Your objective
Images stay out; everything else in the records is to be set down exactly.

______

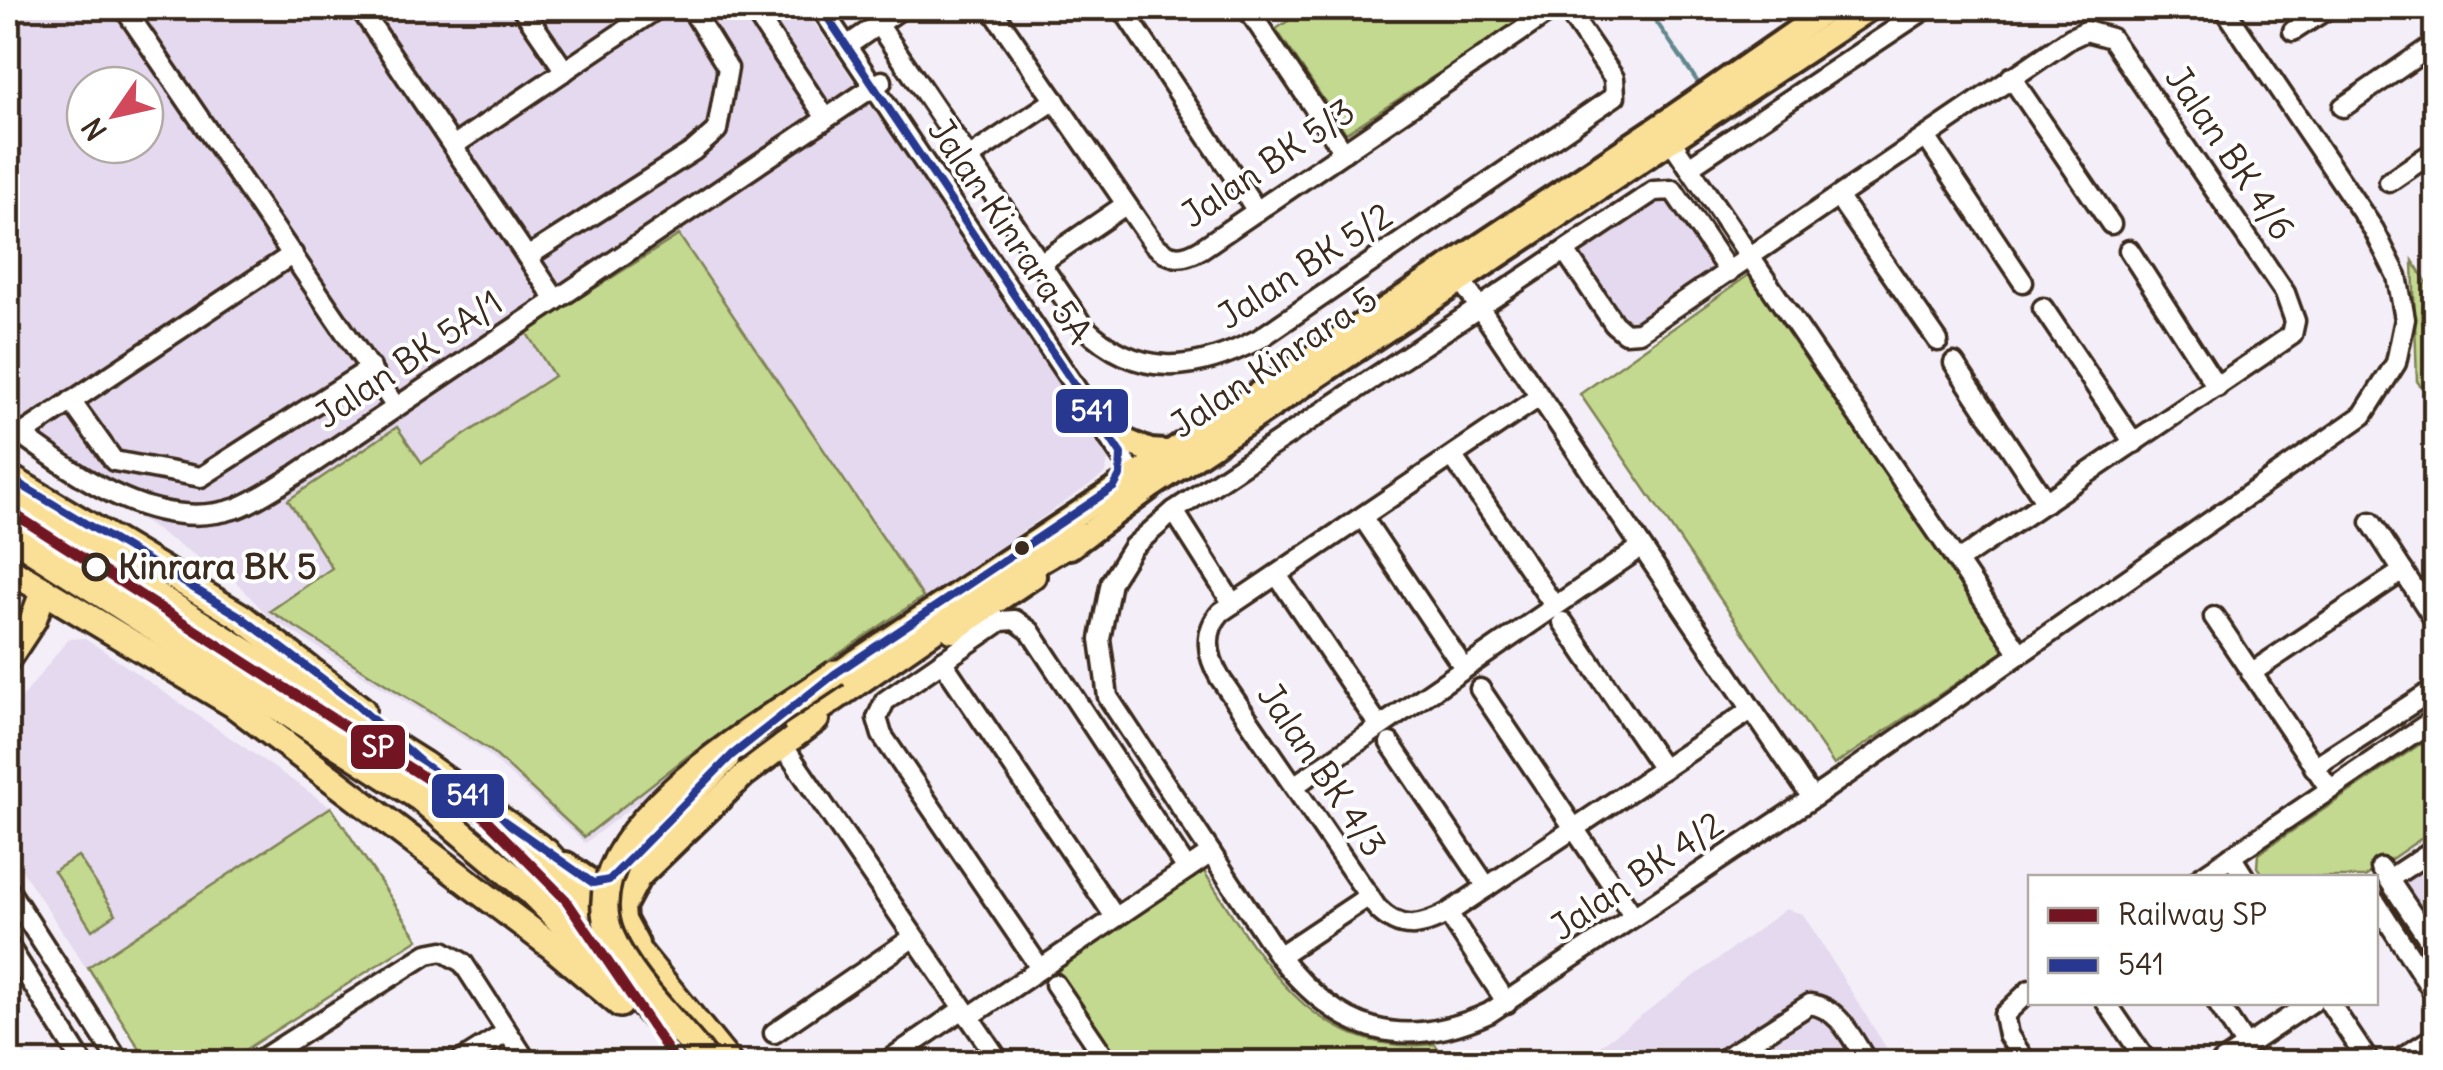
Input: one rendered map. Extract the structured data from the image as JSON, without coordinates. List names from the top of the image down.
{
  "streets": {
    "main road": ["Jalan Kinrara 5"],
    "street": [
      "Jalan BK 4/6",
      "Jalan BK 5/3",
      "Jalan Kinrara 5A",
      "Jalan BK 5/2",
      "Jalan BK 5A/1",
      "Jalan BK 4/3",
      "Jalan BK 4/2"
    ]
  },
  "crossings": [
    ["Jalan BK 4/6", "Jalan BK 4/2"],
    ["Jalan Kinrara 5A", "Jalan BK 5A/1"],
    ["Jalan Kinrara 5A", "Jalan Kinrara 5"]
  ],
  "places": ["Kinrara BK 5"],
  "lines": ["transit line 541", "rail line SP"],
  "legend": ["Railway SP", "541"],
  "north": "bottom left"
}
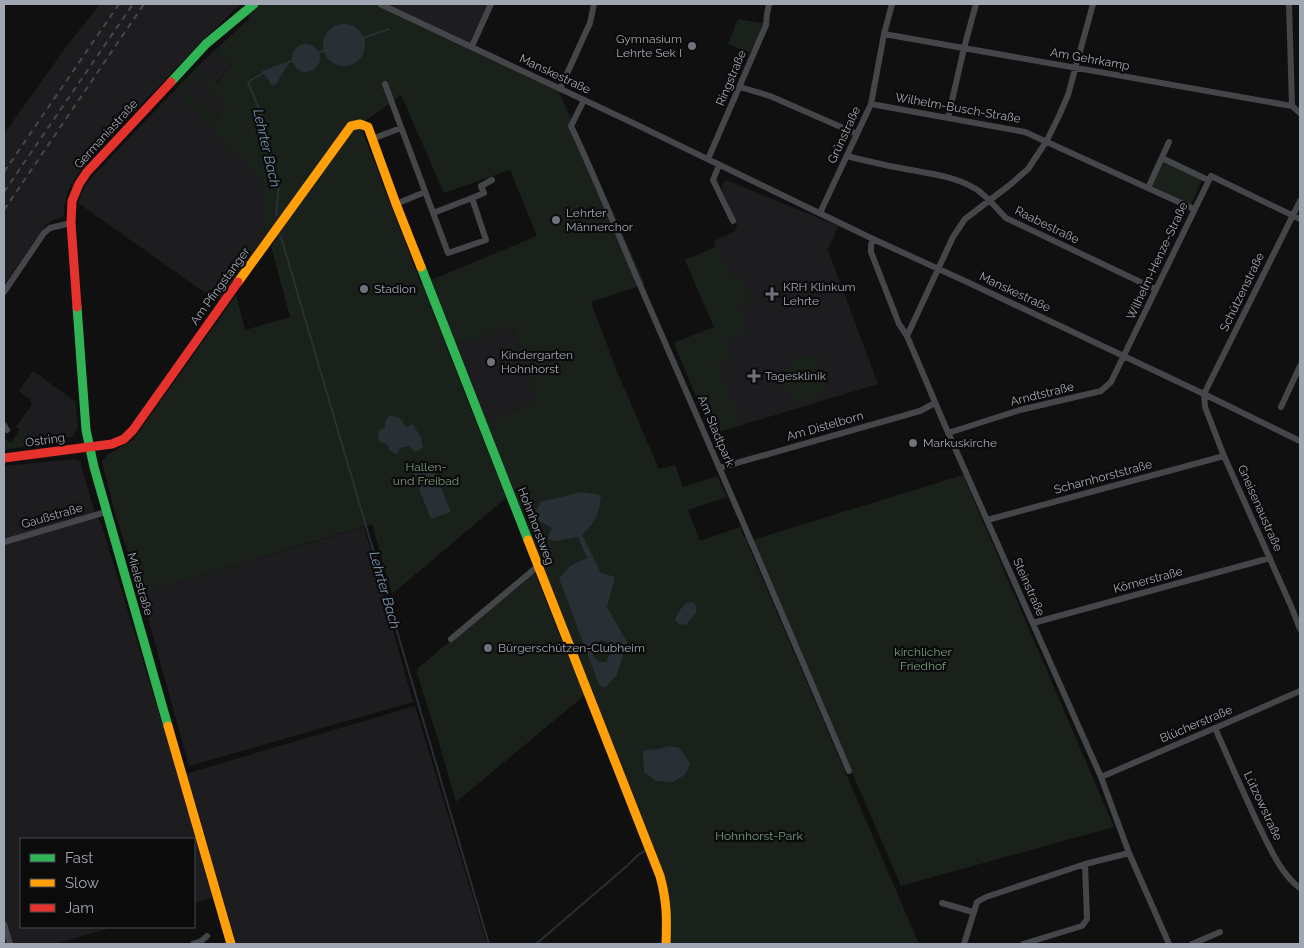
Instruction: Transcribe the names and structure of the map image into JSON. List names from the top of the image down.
{
  "streets": {
    "street": [
      "Am Gehrkamp",
      "Manskestraße",
      "Ringstraße",
      "Wilhelm-Busch-Straße",
      "Germaniastraße",
      "Grünstraße",
      "Raabestraße",
      "Wilhelm-Henze-Straße",
      "Am Pfingstanger",
      "Schützenstraße",
      "Arndtstraße",
      "Am Distelborn",
      "Am Stadtpark",
      "Ostring",
      "Scharnhorststraße",
      "Gneisenaustraße",
      "Gaußstraße",
      "Hohnhorstweg",
      "Körnerstraße",
      "Mielestraße",
      "Steinstraße",
      "Blücherstraße",
      "Lützowstraße"
    ]
  },
  "crossings": [
    ["Am Gehrkamp", "Grünstraße"],
    ["Manskestraße", "Ringstraße"],
    ["Manskestraße", "Grünstraße"],
    ["Manskestraße", "Wilhelm-Henze-Straße"],
    ["Manskestraße", "Schützenstraße"],
    ["Manskestraße", "Arndtstraße"],
    ["Manskestraße", "Am Stadtpark"],
    ["Manskestraße", "Gneisenaustraße"],
    ["Manskestraße", "Steinstraße"],
    ["Wilhelm-Busch-Straße", "Grünstraße"],
    ["Wilhelm-Busch-Straße", "Wilhelm-Henze-Straße"],
    ["Germaniastraße", "Mielestraße"],
    ["Grünstraße", "Raabestraße"],
    ["Raabestraße", "Wilhelm-Henze-Straße"],
    ["Wilhelm-Henze-Straße", "Arndtstraße"],
    ["Am Pfingstanger", "Ostring"],
    ["Am Pfingstanger", "Hohnhorstweg"],
    ["Am Pfingstanger", "Mielestraße"],
    ["Schützenstraße", "Gneisenaustraße"],
    ["Arndtstraße", "Steinstraße"],
    ["Am Distelborn", "Am Stadtpark"],
    ["Am Distelborn", "Steinstraße"],
    ["Ostring", "Mielestraße"],
    ["Scharnhorststraße", "Gneisenaustraße"],
    ["Scharnhorststraße", "Steinstraße"],
    ["Gneisenaustraße", "Körnerstraße"],
    ["Gaußstraße", "Mielestraße"],
    ["Körnerstraße", "Steinstraße"],
    ["Steinstraße", "Blücherstraße"],
    ["Blücherstraße", "Lützowstraße"]
  ],
  "water": ["Lehrter Bach"],
  "parks": ["Hallen- und Freibad", "kirchlicher Friedhof", "Hohnhorst-Park"],
  "places": {
    "other": [
      "Gymnasium Lehrte Sek I",
      "Lehrter Männerchor",
      "Stadion",
      "Kindergarten Hohnhorst",
      "Markuskirche",
      "Bürgerschützen-Clubheim"
    ],
    "health": ["KRH Klinkum Lehrte", "Tagesklinik"]
  },
  "legend": ["Fast", "Slow", "Jam"]
}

______

Response to the task
Input: one rendered map. Extract the structured data from the image as JSON, without coordinates. List names from the top of the image down.
{
  "streets": {
    "main road": ["Jalan Kinrara 5"],
    "street": [
      "Jalan BK 4/6",
      "Jalan BK 5/3",
      "Jalan Kinrara 5A",
      "Jalan BK 5/2",
      "Jalan BK 5A/1",
      "Jalan BK 4/3",
      "Jalan BK 4/2"
    ]
  },
  "crossings": [
    ["Jalan BK 4/6", "Jalan BK 4/2"],
    ["Jalan Kinrara 5A", "Jalan BK 5A/1"],
    ["Jalan Kinrara 5A", "Jalan Kinrara 5"]
  ],
  "places": ["Kinrara BK 5"],
  "lines": ["transit line 541", "rail line SP"],
  "legend": ["Railway SP", "541"],
  "north": "bottom left"
}
Instruction: Transcribe the names and structure of the map image into JSON. List names from the top of the image down.
{
  "streets": {
    "street": [
      "Am Gehrkamp",
      "Manskestraße",
      "Ringstraße",
      "Wilhelm-Busch-Straße",
      "Germaniastraße",
      "Grünstraße",
      "Raabestraße",
      "Wilhelm-Henze-Straße",
      "Am Pfingstanger",
      "Schützenstraße",
      "Arndtstraße",
      "Am Distelborn",
      "Am Stadtpark",
      "Ostring",
      "Scharnhorststraße",
      "Gneisenaustraße",
      "Gaußstraße",
      "Hohnhorstweg",
      "Körnerstraße",
      "Mielestraße",
      "Steinstraße",
      "Blücherstraße",
      "Lützowstraße"
    ]
  },
  "crossings": [
    ["Am Gehrkamp", "Grünstraße"],
    ["Manskestraße", "Ringstraße"],
    ["Manskestraße", "Grünstraße"],
    ["Manskestraße", "Wilhelm-Henze-Straße"],
    ["Manskestraße", "Schützenstraße"],
    ["Manskestraße", "Arndtstraße"],
    ["Manskestraße", "Am Stadtpark"],
    ["Manskestraße", "Gneisenaustraße"],
    ["Manskestraße", "Steinstraße"],
    ["Wilhelm-Busch-Straße", "Grünstraße"],
    ["Wilhelm-Busch-Straße", "Wilhelm-Henze-Straße"],
    ["Germaniastraße", "Mielestraße"],
    ["Grünstraße", "Raabestraße"],
    ["Raabestraße", "Wilhelm-Henze-Straße"],
    ["Wilhelm-Henze-Straße", "Arndtstraße"],
    ["Am Pfingstanger", "Ostring"],
    ["Am Pfingstanger", "Hohnhorstweg"],
    ["Am Pfingstanger", "Mielestraße"],
    ["Schützenstraße", "Gneisenaustraße"],
    ["Arndtstraße", "Steinstraße"],
    ["Am Distelborn", "Am Stadtpark"],
    ["Am Distelborn", "Steinstraße"],
    ["Ostring", "Mielestraße"],
    ["Scharnhorststraße", "Gneisenaustraße"],
    ["Scharnhorststraße", "Steinstraße"],
    ["Gneisenaustraße", "Körnerstraße"],
    ["Gaußstraße", "Mielestraße"],
    ["Körnerstraße", "Steinstraße"],
    ["Steinstraße", "Blücherstraße"],
    ["Blücherstraße", "Lützowstraße"]
  ],
  "water": ["Lehrter Bach"],
  "parks": ["Hallen- und Freibad", "kirchlicher Friedhof", "Hohnhorst-Park"],
  "places": {
    "other": [
      "Gymnasium Lehrte Sek I",
      "Lehrter Männerchor",
      "Stadion",
      "Kindergarten Hohnhorst",
      "Markuskirche",
      "Bürgerschützen-Clubheim"
    ],
    "health": ["KRH Klinkum Lehrte", "Tagesklinik"]
  },
  "legend": ["Fast", "Slow", "Jam"]
}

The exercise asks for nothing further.